Do as you are told and maybe then we'll let you out
You might be dead and cold, you might be full of doubt
Don't try to escape cuz you don't have nowhere to go
If nothing is your fate... there's no scenario
No nothing

Do you call my name
Do you stain my brain
My eyes are blurry and I can't see you anymore
Do you call my name
Do you breed my pain
My heart is bloody and I can't take it anymore

So you just sit there, stuck, afraid to risk reality
Afraid to cause yourself more pain, to face insanity
But nothing ventured, nothing gained
You see... your fear's your cage
You beg for help but you're alone, stuck in a helpless rage
post #36 of 42
Zoebird, a huge thumbs up to you. You said it perfectly.

It's like how if you discuss your positive breastfeeding experience on a mainstream forum twenty mothers run in to tell you how they "couldn't" BF and how "just fine" their babies are. Err, was I talking to you?
post #37 of 42
Quote:
Originally Posted by momof4peppers View Post
Whenever I watch those shows and get upset, I remind myself that IT IS A TV SHOW. THEIR GOAL IS TO CREATE DRAMA. Seriously - this becomes my mantra. My births were NEVER like what they show on TV. But man o man, there ARE some TV shows where I wish my life was like! :-)

But yes, I share your rant.

I get what you are saying about tv shows dramatizing, I do. It happens all the time. Like reality shows that aren't really reality, lol.

But sadly I doubt there was any dramatizing going on in this case. I am sure it really was that awful. And while some women do manage to have natural births in a hospital setting, it really is an uphill battle. By the time you get to the top of the hill most women have dropped to the ground and there are only 1 or 2 standing victoriously at top.

My first birth ended up in a completely unneccessary csection. I truly grieve that birth and am angry at the medical "professionals" that took away my power for their convenience and for no other reason than standard procedure. Every single thing I had in my birth plan was DIShonored. That's not true- ds was not circumsized. That is the only thing that was honored. I came in to that hospital believing I would have a natural birth, trusting the doctors would be in the background, in case I needed help. I left defeated, cut open for no good reason. Really.

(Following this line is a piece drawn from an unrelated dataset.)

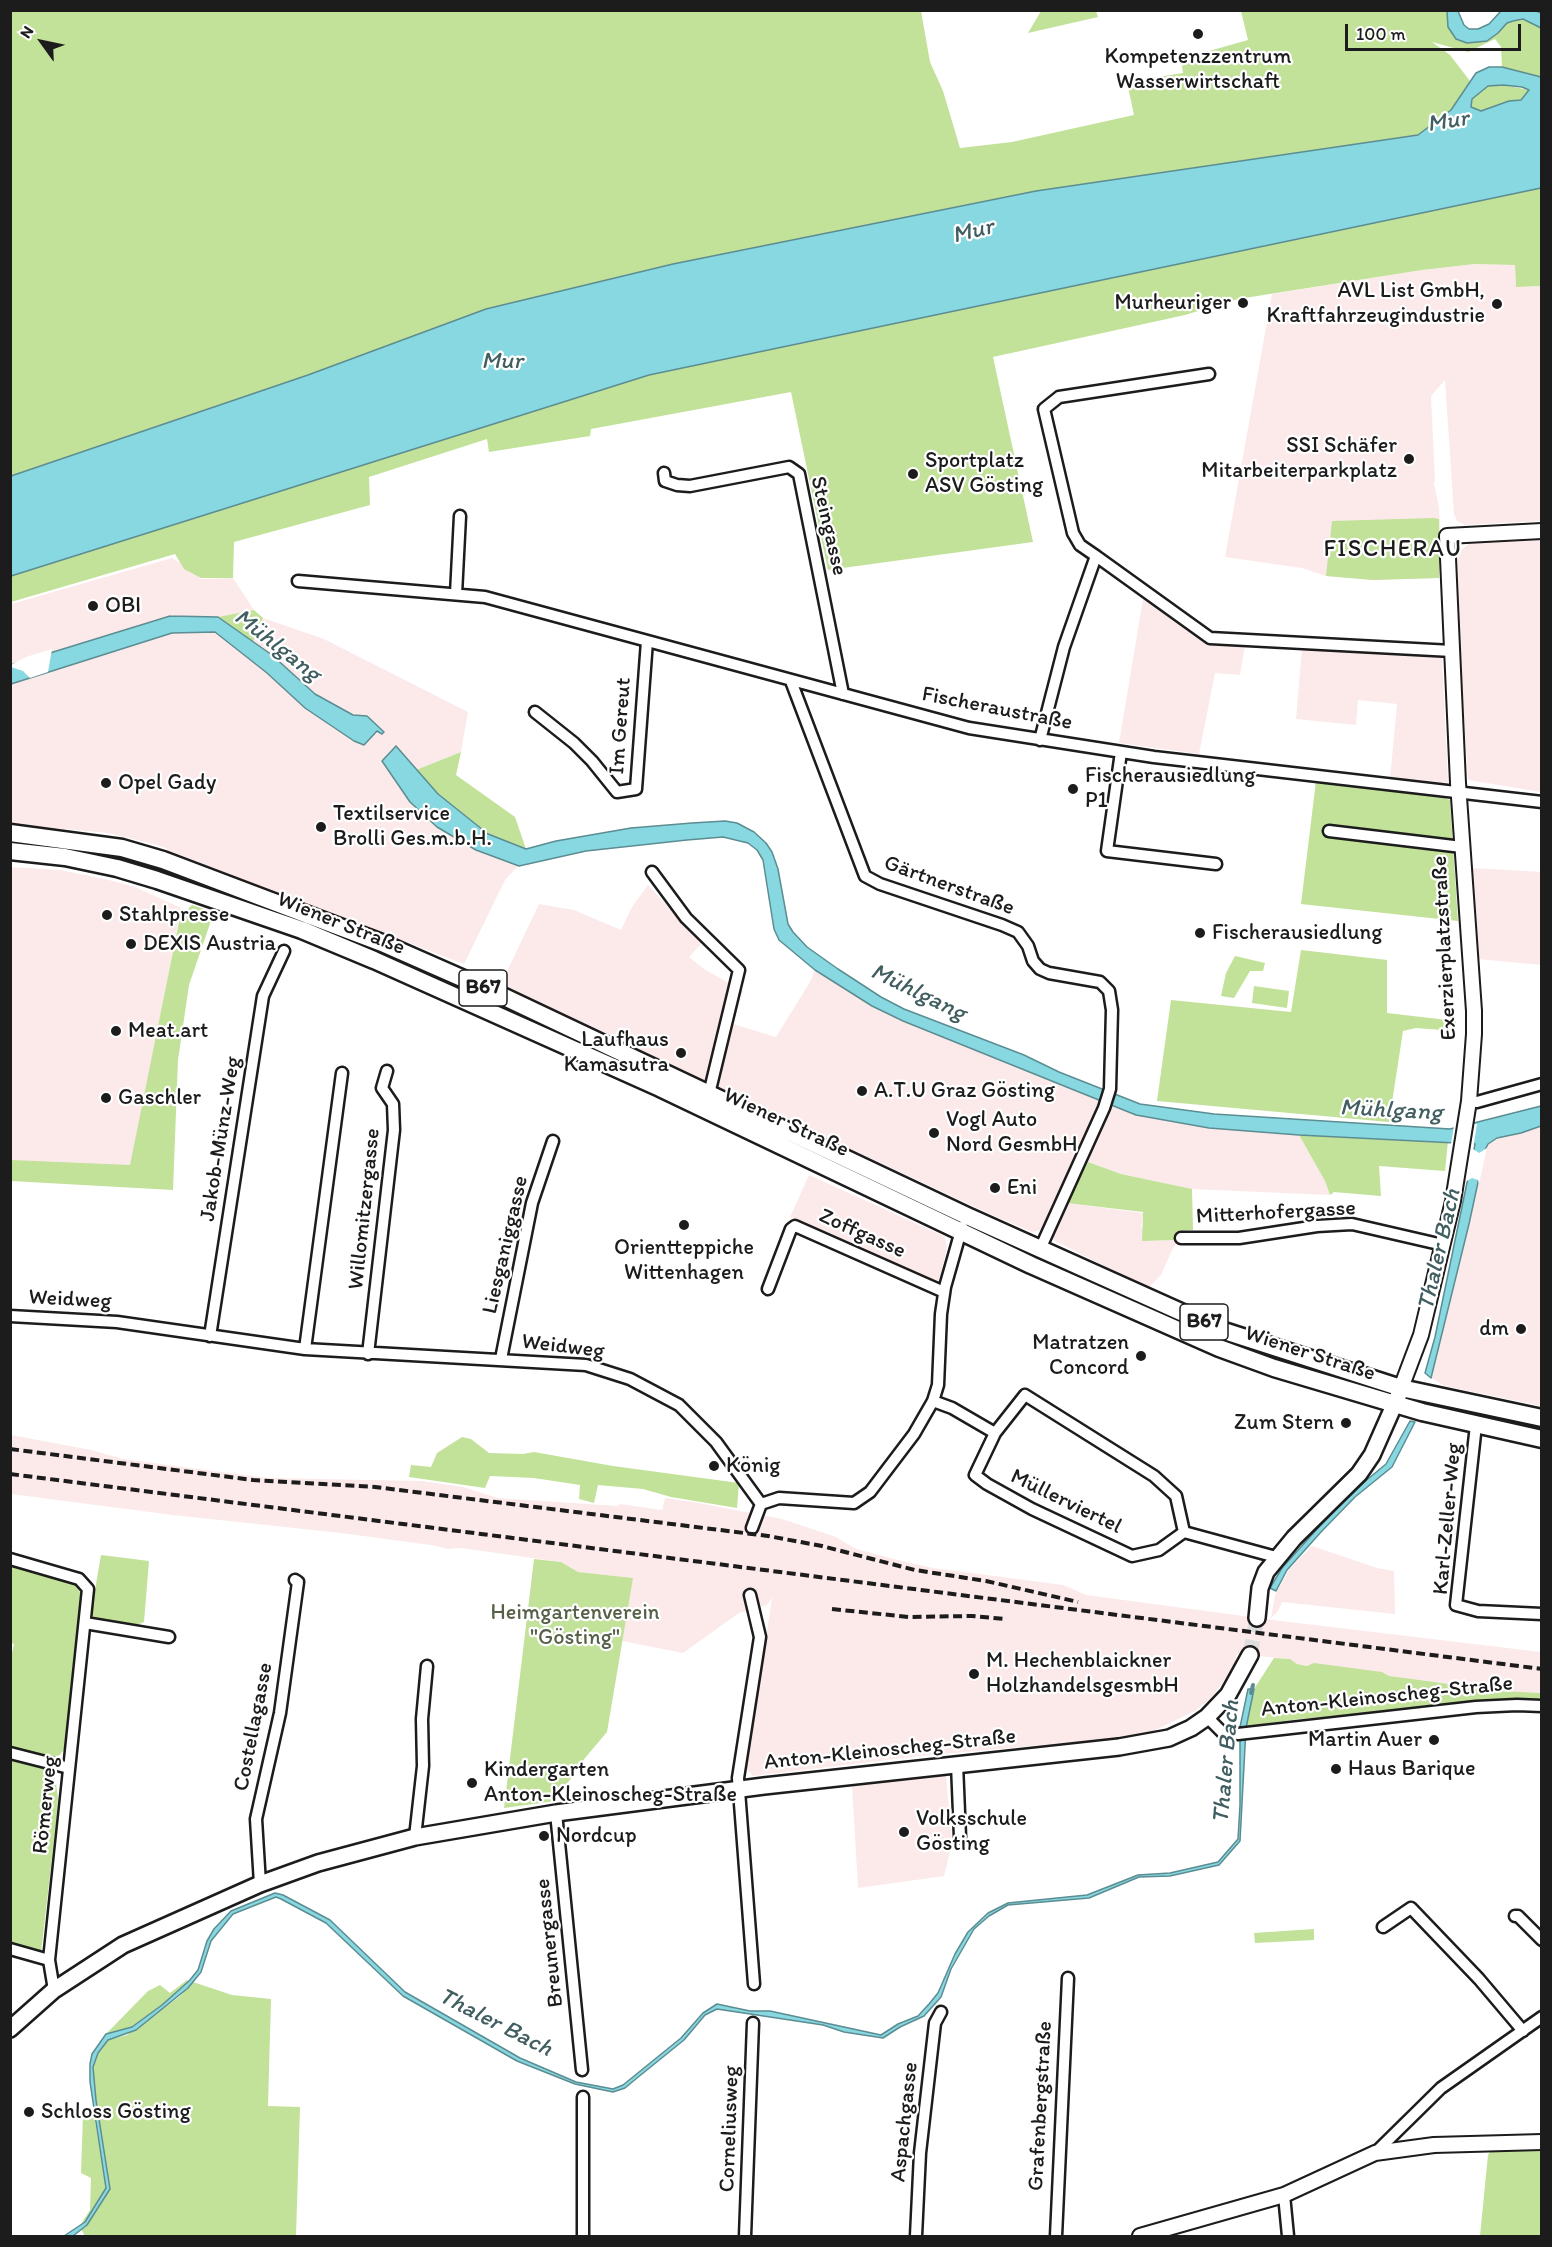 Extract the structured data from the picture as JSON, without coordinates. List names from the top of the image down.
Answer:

So I know how bad it can and does get.

Why should women have to fight at the most intimate moment of life? It truly is a sad, sad state of affairs...
post #38 of 42
Pamamidwife, I don't understand why homebirth stories bother you... your sig says you are a homebirth midwife?
post #39 of 42
Not only does it bother me the way hospitals (most) tend to treat women, but it bothers me that so many women wind up feeling like they are broken... like their bodies did not work for them and like they needed to be "saved." My SIL told me today that my middle niece was induced at 10 days "overdue" (I'm 10 days "overdue" now), complete with epidural, pitocin, flat on the back, etc, etc, etc. Commence failure to progress moving on to a c-section which her doctor than told her was due to her babies huge size... a whopping 8 lbs 11 oz. : This woman wound up with three c-sections in a row and honestly believes HER BODY was the problem. Her body was never the problem. The problem was her OB! Whom she adores.

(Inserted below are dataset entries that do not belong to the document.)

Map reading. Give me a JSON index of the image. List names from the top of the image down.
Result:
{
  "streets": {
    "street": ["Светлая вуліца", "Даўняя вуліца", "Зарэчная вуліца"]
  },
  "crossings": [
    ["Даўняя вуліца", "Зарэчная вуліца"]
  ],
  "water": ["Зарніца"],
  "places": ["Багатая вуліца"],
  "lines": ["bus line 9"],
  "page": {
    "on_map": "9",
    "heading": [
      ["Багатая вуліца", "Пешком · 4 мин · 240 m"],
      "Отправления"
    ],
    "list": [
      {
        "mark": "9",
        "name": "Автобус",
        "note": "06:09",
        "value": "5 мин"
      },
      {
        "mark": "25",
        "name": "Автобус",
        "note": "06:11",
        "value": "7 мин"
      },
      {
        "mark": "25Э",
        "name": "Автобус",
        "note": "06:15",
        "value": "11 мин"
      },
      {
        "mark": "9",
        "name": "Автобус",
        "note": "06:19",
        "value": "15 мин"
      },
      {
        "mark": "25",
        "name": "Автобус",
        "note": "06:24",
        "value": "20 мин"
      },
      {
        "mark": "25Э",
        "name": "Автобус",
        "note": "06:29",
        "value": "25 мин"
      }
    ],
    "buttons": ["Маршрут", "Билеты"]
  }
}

That drives me crazy. On the one hand I feel like there is no point in my saying anything to her about it now; she has had her tubes tied. On the other, I think about all the people she is going to tell what a great OB she had and refer other women to him and I just...
post #40 of 42
thinking about my hospital births can still makes me feel sick-
for me some of it has to just be cultural/value differences when DH was in the hospital in intensive care they were horrible- same old crap as with birth- rude, power tripping,careless folks who have plenty of frightening experiences and almost no knowledge - I think that they are abused by the system but cleave to it as well-- in there they even designed rounds so that the docs would not see the patient's families and the nurses would not answer any questions..as i am writing this I realize I have alot of left over stuff from this experience
just keep me as far as possible away from that hellatious place.